** Extracted records follows **

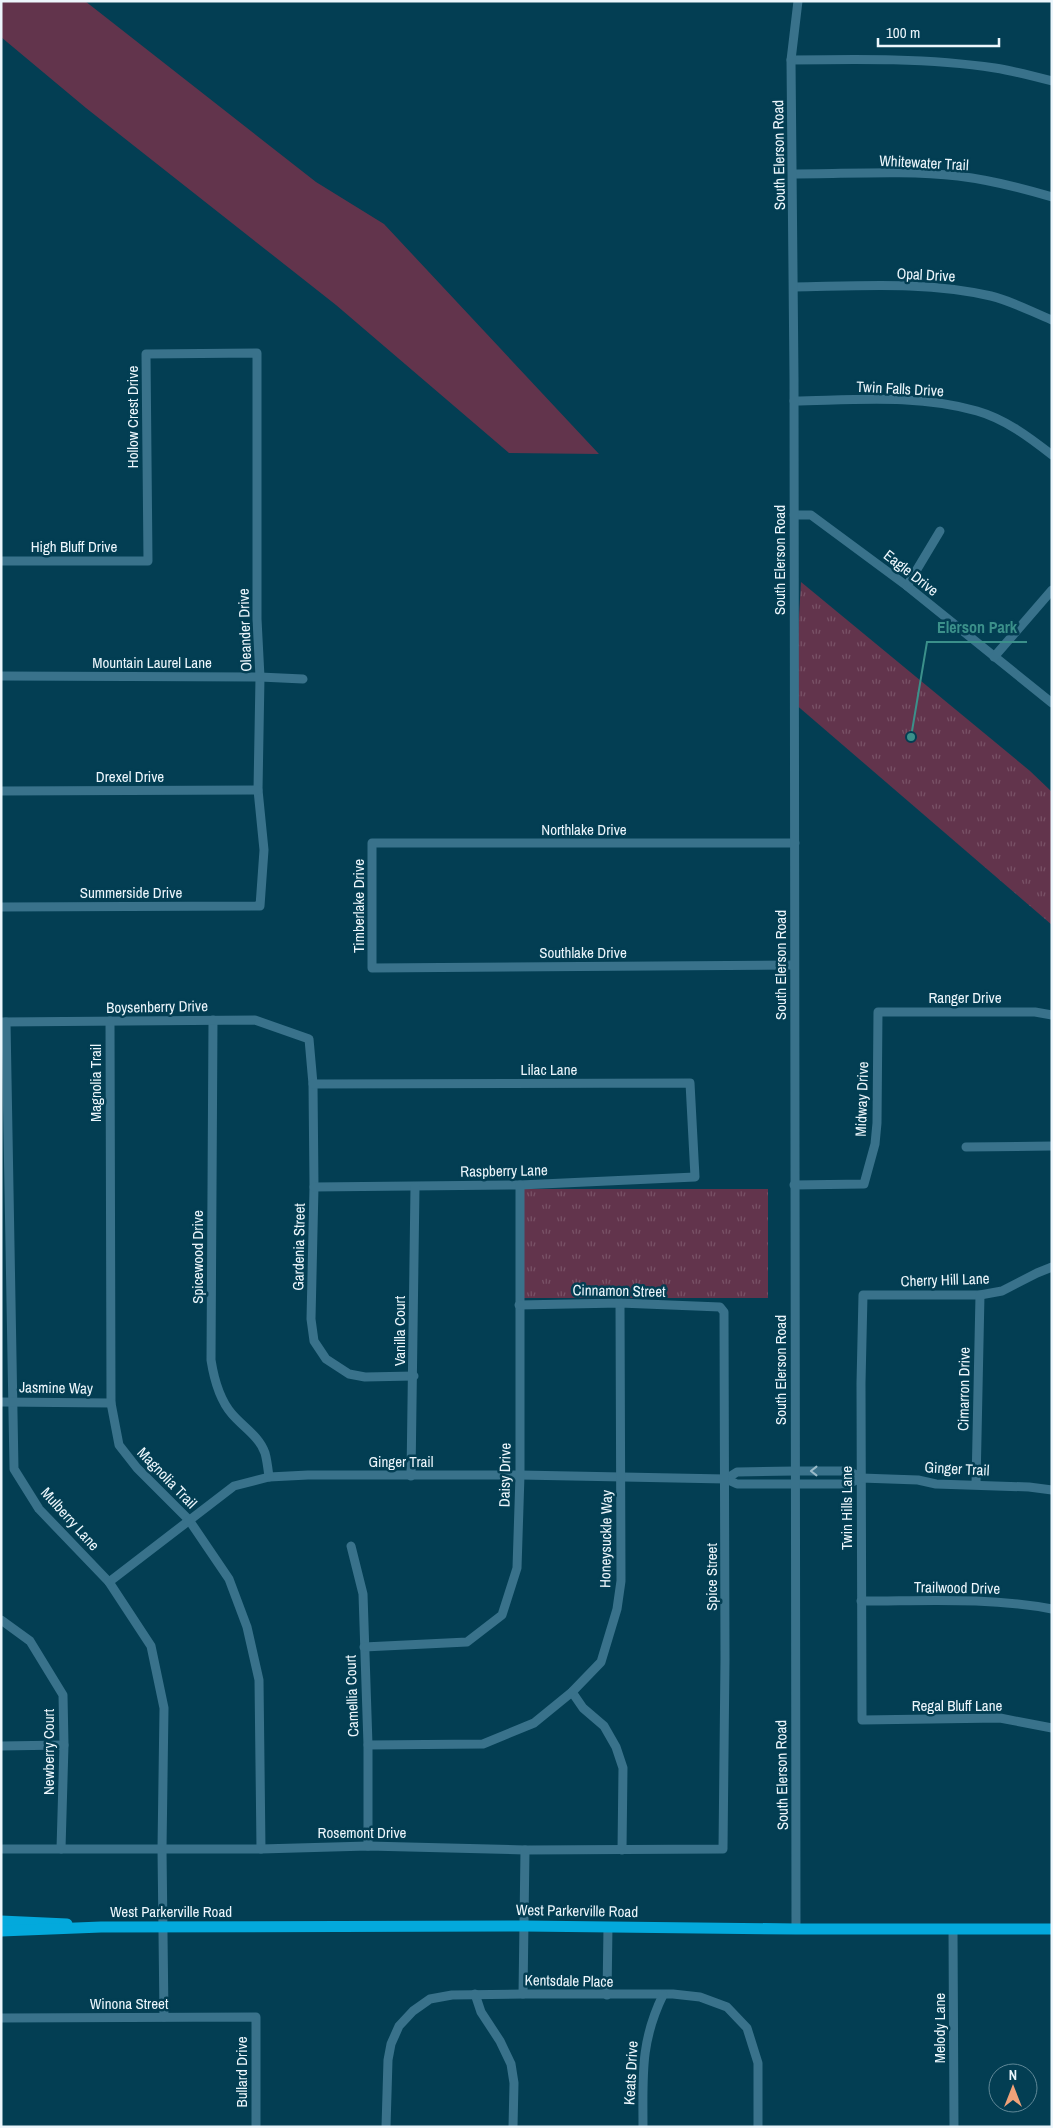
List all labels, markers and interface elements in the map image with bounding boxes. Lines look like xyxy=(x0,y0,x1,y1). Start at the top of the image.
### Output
scale bar xyxy=(878,15,999,47)
text: 100 m xyxy=(886,22,920,43)
street label: South Elerson Road xyxy=(767,100,790,210)
street label: Whitewater Trail xyxy=(879,150,969,175)
street label: Opal Drive xyxy=(896,262,956,287)
street label: Hollow Crest Drive xyxy=(122,366,143,468)
street label: Twin Falls Drive xyxy=(856,376,944,401)
street label: South Elerson Road xyxy=(769,505,790,615)
street label: High Bluff Drive xyxy=(31,536,117,557)
street label: Eagle Drive xyxy=(880,545,943,601)
street label: Oleander Drive xyxy=(233,588,256,672)
callout: Elerson Park xyxy=(927,611,1027,642)
text: Elerson Park xyxy=(937,616,1018,638)
street label: Mountain Laurel Lane xyxy=(92,652,212,673)
street label: Drexel Drive xyxy=(96,766,164,787)
street label: Northlake Drive xyxy=(541,819,627,840)
street label: Timberlake Drive xyxy=(348,859,369,953)
street label: Summerside Drive xyxy=(80,882,182,903)
street label: South Elerson Road xyxy=(770,910,791,1020)
street label: Southlake Drive xyxy=(539,942,627,963)
street label: Ranger Drive xyxy=(928,987,1002,1008)
street label: Boysenberry Drive xyxy=(106,995,208,1018)
street label: Magnolia Trail xyxy=(85,1044,106,1122)
street label: Lilac Lane xyxy=(521,1059,578,1080)
street label: Midway Drive xyxy=(850,1061,873,1137)
street label: Raspberry Lane xyxy=(460,1159,548,1182)
street label: Gardenia Street xyxy=(287,1202,310,1291)
street label: Spicewood Drive xyxy=(187,1210,208,1304)
street label: Cherry Hill Lane xyxy=(900,1267,990,1292)
street label: Cinnamon Street xyxy=(572,1279,666,1302)
street label: Vanilla Court xyxy=(389,1295,410,1366)
street label: South Elerson Road xyxy=(770,1315,791,1425)
street label: Cimarron Drive xyxy=(952,1347,975,1431)
street label: Jasmine Way xyxy=(19,1376,94,1399)
street label: Magnolia Trail xyxy=(133,1442,202,1513)
street label: Daisy Drive xyxy=(493,1443,516,1507)
street label: Ginger Trail xyxy=(369,1451,433,1472)
street label: Ginger Trail xyxy=(924,1456,990,1481)
one-way arrow xyxy=(810,1466,818,1476)
street label: Twin Hills Lane xyxy=(836,1466,857,1550)
street label: Mulberry Lane xyxy=(36,1482,105,1555)
street label: Honeysuckle Way xyxy=(594,1489,617,1588)
street label: Spice Street xyxy=(701,1543,722,1611)
street label: Trailwood Drive xyxy=(914,1576,1001,1599)
street label: Camellia Court xyxy=(340,1654,363,1737)
street label: Regal Bluff Lane xyxy=(912,1695,1003,1716)
street label: Newberry Court xyxy=(38,1708,59,1795)
street label: South Elerson Road xyxy=(770,1720,793,1830)
street label: Rosemont Drive xyxy=(318,1822,407,1843)
street label: West Parkerville Road xyxy=(516,1899,638,1922)
street label: West Parkerville Road xyxy=(110,1901,232,1922)
street label: Kentsdale Place xyxy=(524,1969,614,1992)
street label: Winona Street xyxy=(90,1993,169,2014)
street label: Melody Lane xyxy=(929,1993,950,2063)
street label: Bullard Drive xyxy=(231,2036,252,2108)
street label: Keats Drive xyxy=(618,2040,643,2106)
north arrow xyxy=(988,2063,1038,2113)
text: N xyxy=(1009,2066,1017,2084)

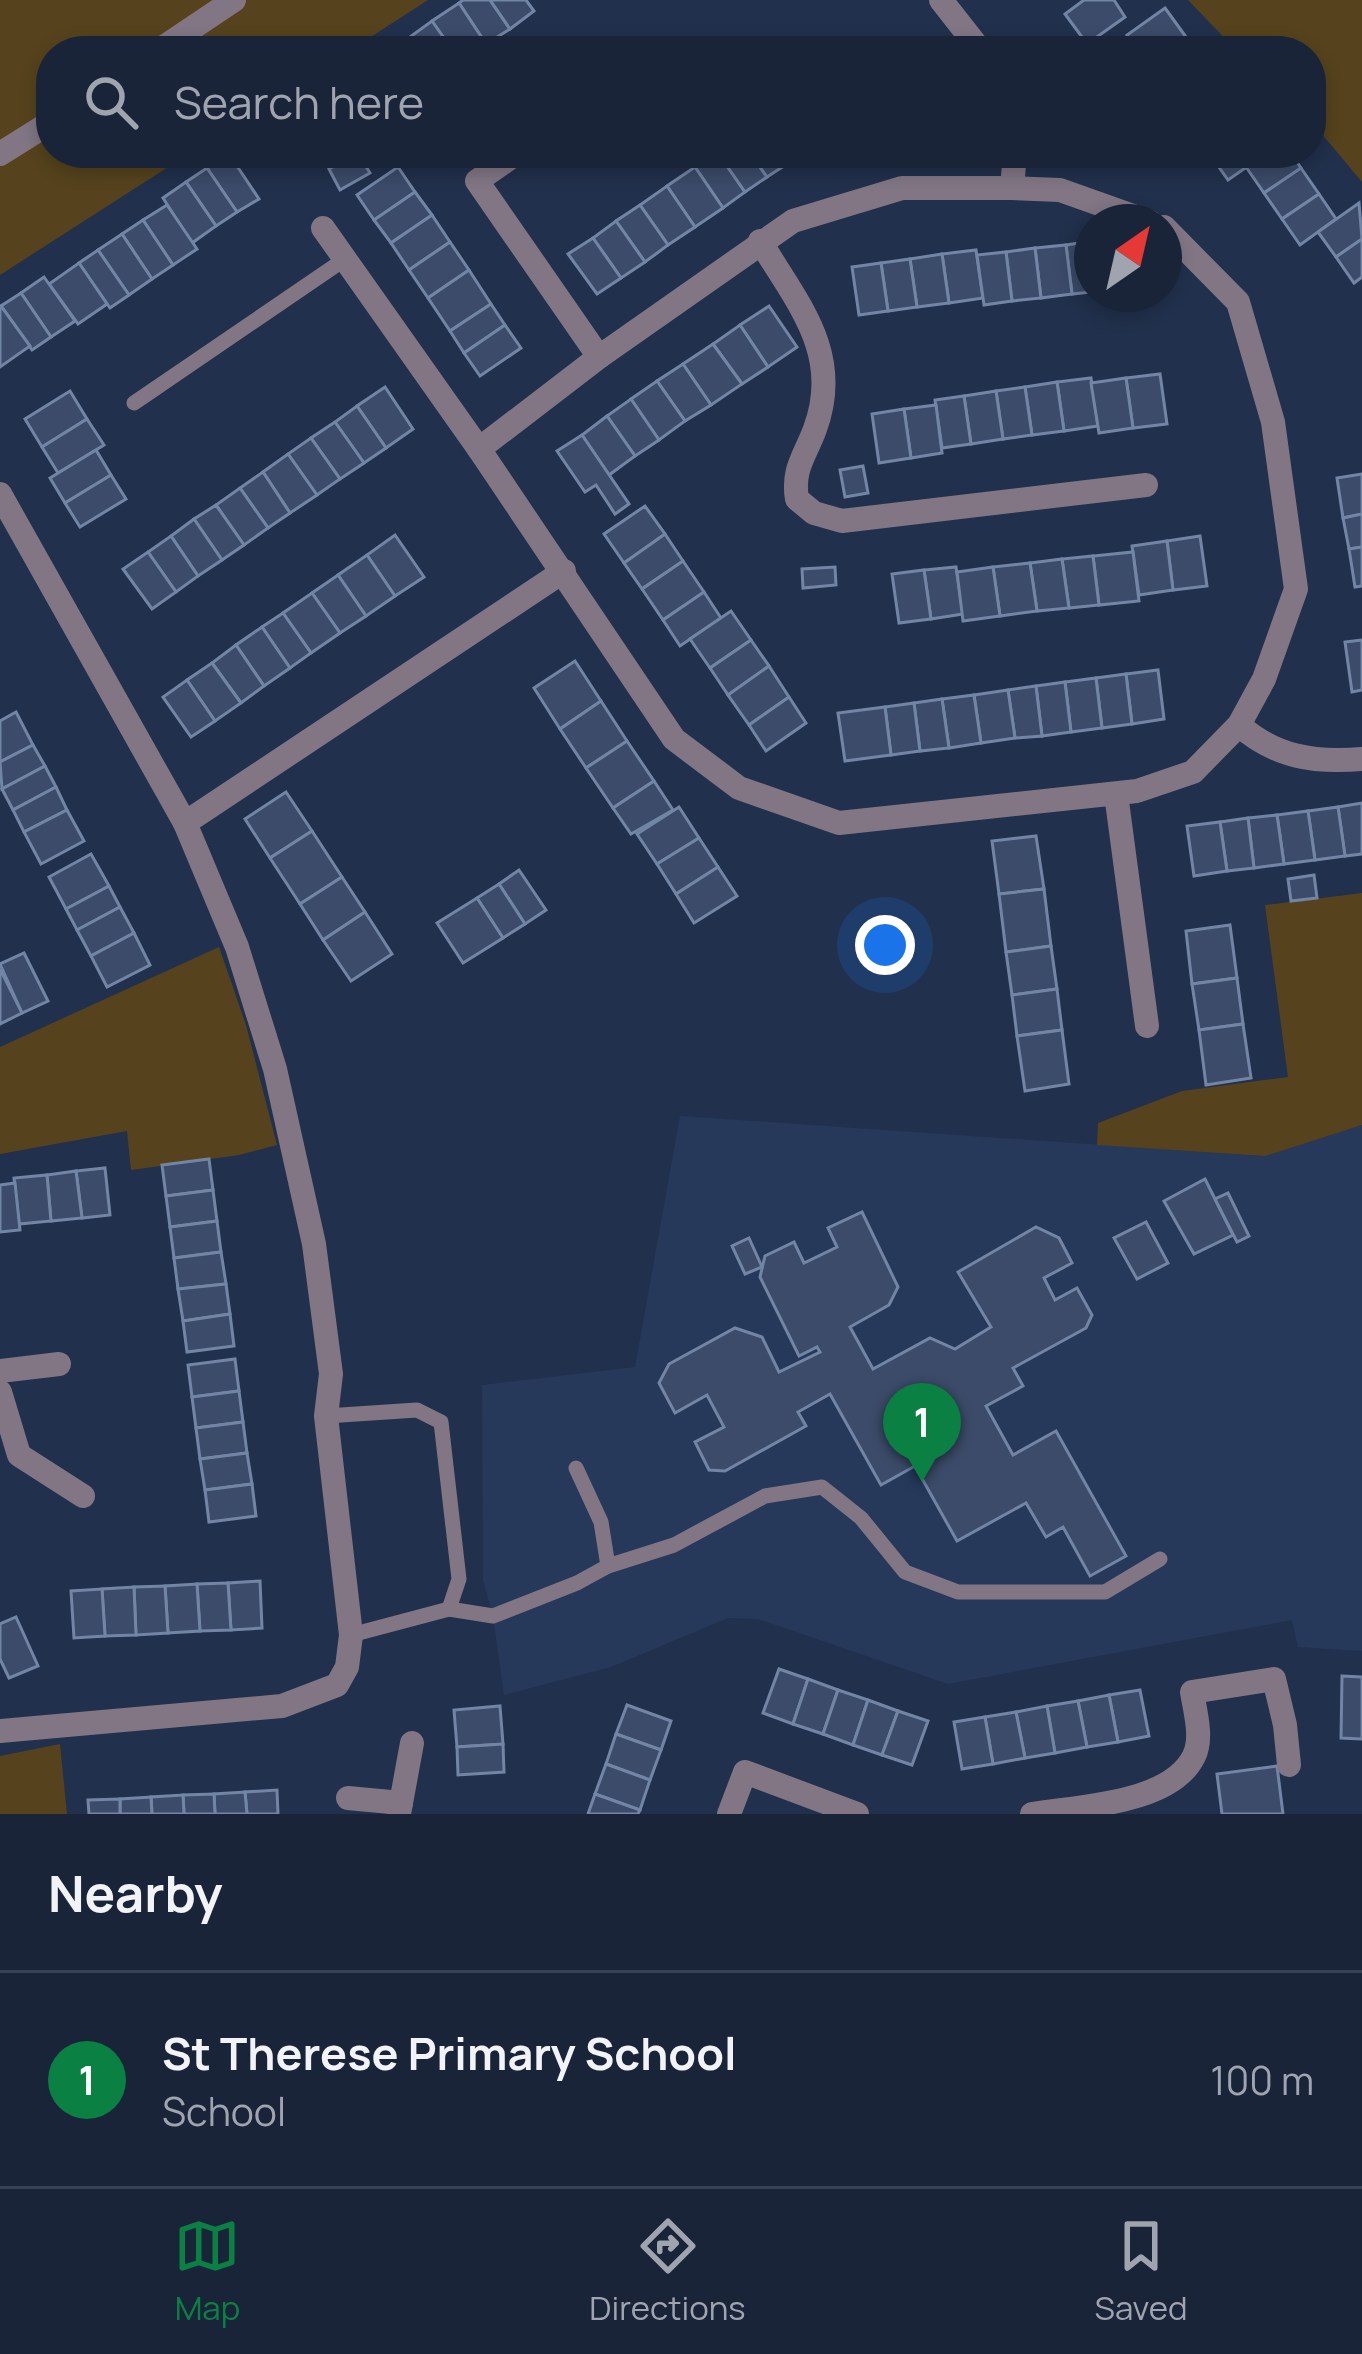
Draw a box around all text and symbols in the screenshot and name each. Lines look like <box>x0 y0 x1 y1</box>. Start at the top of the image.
search box <box>36 36 1326 168</box>
icon: search <box>78 69 144 135</box>
text: Search here <box>174 71 424 133</box>
north arrow <box>1074 204 1182 312</box>
your location <box>855 915 915 975</box>
pin: 1 <box>883 1383 961 1482</box>
text: Nearby <box>48 1858 223 1927</box>
text: St Therese Primary School <box>162 2022 737 2084</box>
text: 1 <box>78 2053 96 2107</box>
text: 100 m <box>1210 2053 1314 2107</box>
text: School <box>162 2084 286 2138</box>
tab: Map <box>174 2213 240 2330</box>
tab: Directions <box>589 2213 746 2330</box>
tab: Saved <box>1095 2213 1188 2330</box>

** End of Extracted records **

_Problem to solve:_ All the lines above need to be repeated exactly, with no pictures carried over.

_Expected output:_
List all labels, markers and interface elements in the map image with bounding boxes. Lines look like xyxy=(x0,y0,x1,y1). Start at the top of the image.
### Output
scale bar xyxy=(878,15,999,47)
text: 100 m xyxy=(886,22,920,43)
street label: South Elerson Road xyxy=(767,100,790,210)
street label: Whitewater Trail xyxy=(879,150,969,175)
street label: Opal Drive xyxy=(896,262,956,287)
street label: Hollow Crest Drive xyxy=(122,366,143,468)
street label: Twin Falls Drive xyxy=(856,376,944,401)
street label: South Elerson Road xyxy=(769,505,790,615)
street label: High Bluff Drive xyxy=(31,536,117,557)
street label: Eagle Drive xyxy=(880,545,943,601)
street label: Oleander Drive xyxy=(233,588,256,672)
callout: Elerson Park xyxy=(927,611,1027,642)
text: Elerson Park xyxy=(937,616,1018,638)
street label: Mountain Laurel Lane xyxy=(92,652,212,673)
street label: Drexel Drive xyxy=(96,766,164,787)
street label: Northlake Drive xyxy=(541,819,627,840)
street label: Timberlake Drive xyxy=(348,859,369,953)
street label: Summerside Drive xyxy=(80,882,182,903)
street label: South Elerson Road xyxy=(770,910,791,1020)
street label: Southlake Drive xyxy=(539,942,627,963)
street label: Ranger Drive xyxy=(928,987,1002,1008)
street label: Boysenberry Drive xyxy=(106,995,208,1018)
street label: Magnolia Trail xyxy=(85,1044,106,1122)
street label: Lilac Lane xyxy=(521,1059,578,1080)
street label: Midway Drive xyxy=(850,1061,873,1137)
street label: Raspberry Lane xyxy=(460,1159,548,1182)
street label: Gardenia Street xyxy=(287,1202,310,1291)
street label: Spicewood Drive xyxy=(187,1210,208,1304)
street label: Cherry Hill Lane xyxy=(900,1267,990,1292)
street label: Cinnamon Street xyxy=(572,1279,666,1302)
street label: Vanilla Court xyxy=(389,1295,410,1366)
street label: South Elerson Road xyxy=(770,1315,791,1425)
street label: Cimarron Drive xyxy=(952,1347,975,1431)
street label: Jasmine Way xyxy=(19,1376,94,1399)
street label: Magnolia Trail xyxy=(133,1442,202,1513)
street label: Daisy Drive xyxy=(493,1443,516,1507)
street label: Ginger Trail xyxy=(369,1451,433,1472)
street label: Ginger Trail xyxy=(924,1456,990,1481)
one-way arrow xyxy=(810,1466,818,1476)
street label: Twin Hills Lane xyxy=(836,1466,857,1550)
street label: Mulberry Lane xyxy=(36,1482,105,1555)
street label: Honeysuckle Way xyxy=(594,1489,617,1588)
street label: Spice Street xyxy=(701,1543,722,1611)
street label: Trailwood Drive xyxy=(914,1576,1001,1599)
street label: Camellia Court xyxy=(340,1654,363,1737)
street label: Regal Bluff Lane xyxy=(912,1695,1003,1716)
street label: Newberry Court xyxy=(38,1708,59,1795)
street label: South Elerson Road xyxy=(770,1720,793,1830)
street label: Rosemont Drive xyxy=(318,1822,407,1843)
street label: West Parkerville Road xyxy=(516,1899,638,1922)
street label: West Parkerville Road xyxy=(110,1901,232,1922)
street label: Kentsdale Place xyxy=(524,1969,614,1992)
street label: Winona Street xyxy=(90,1993,169,2014)
street label: Melody Lane xyxy=(929,1993,950,2063)
street label: Bullard Drive xyxy=(231,2036,252,2108)
street label: Keats Drive xyxy=(618,2040,643,2106)
north arrow xyxy=(988,2063,1038,2113)
text: N xyxy=(1009,2066,1017,2084)

Draw a box around all text and symbols in the screenshot and name each. Lines look like <box>x0 y0 x1 y1</box>. Start at the top of the image.
search box <box>36 36 1326 168</box>
icon: search <box>78 69 144 135</box>
text: Search here <box>174 71 424 133</box>
north arrow <box>1074 204 1182 312</box>
your location <box>855 915 915 975</box>
pin: 1 <box>883 1383 961 1482</box>
text: Nearby <box>48 1858 223 1927</box>
text: St Therese Primary School <box>162 2022 737 2084</box>
text: 1 <box>78 2053 96 2107</box>
text: 100 m <box>1210 2053 1314 2107</box>
text: School <box>162 2084 286 2138</box>
tab: Map <box>174 2213 240 2330</box>
tab: Directions <box>589 2213 746 2330</box>
tab: Saved <box>1095 2213 1188 2330</box>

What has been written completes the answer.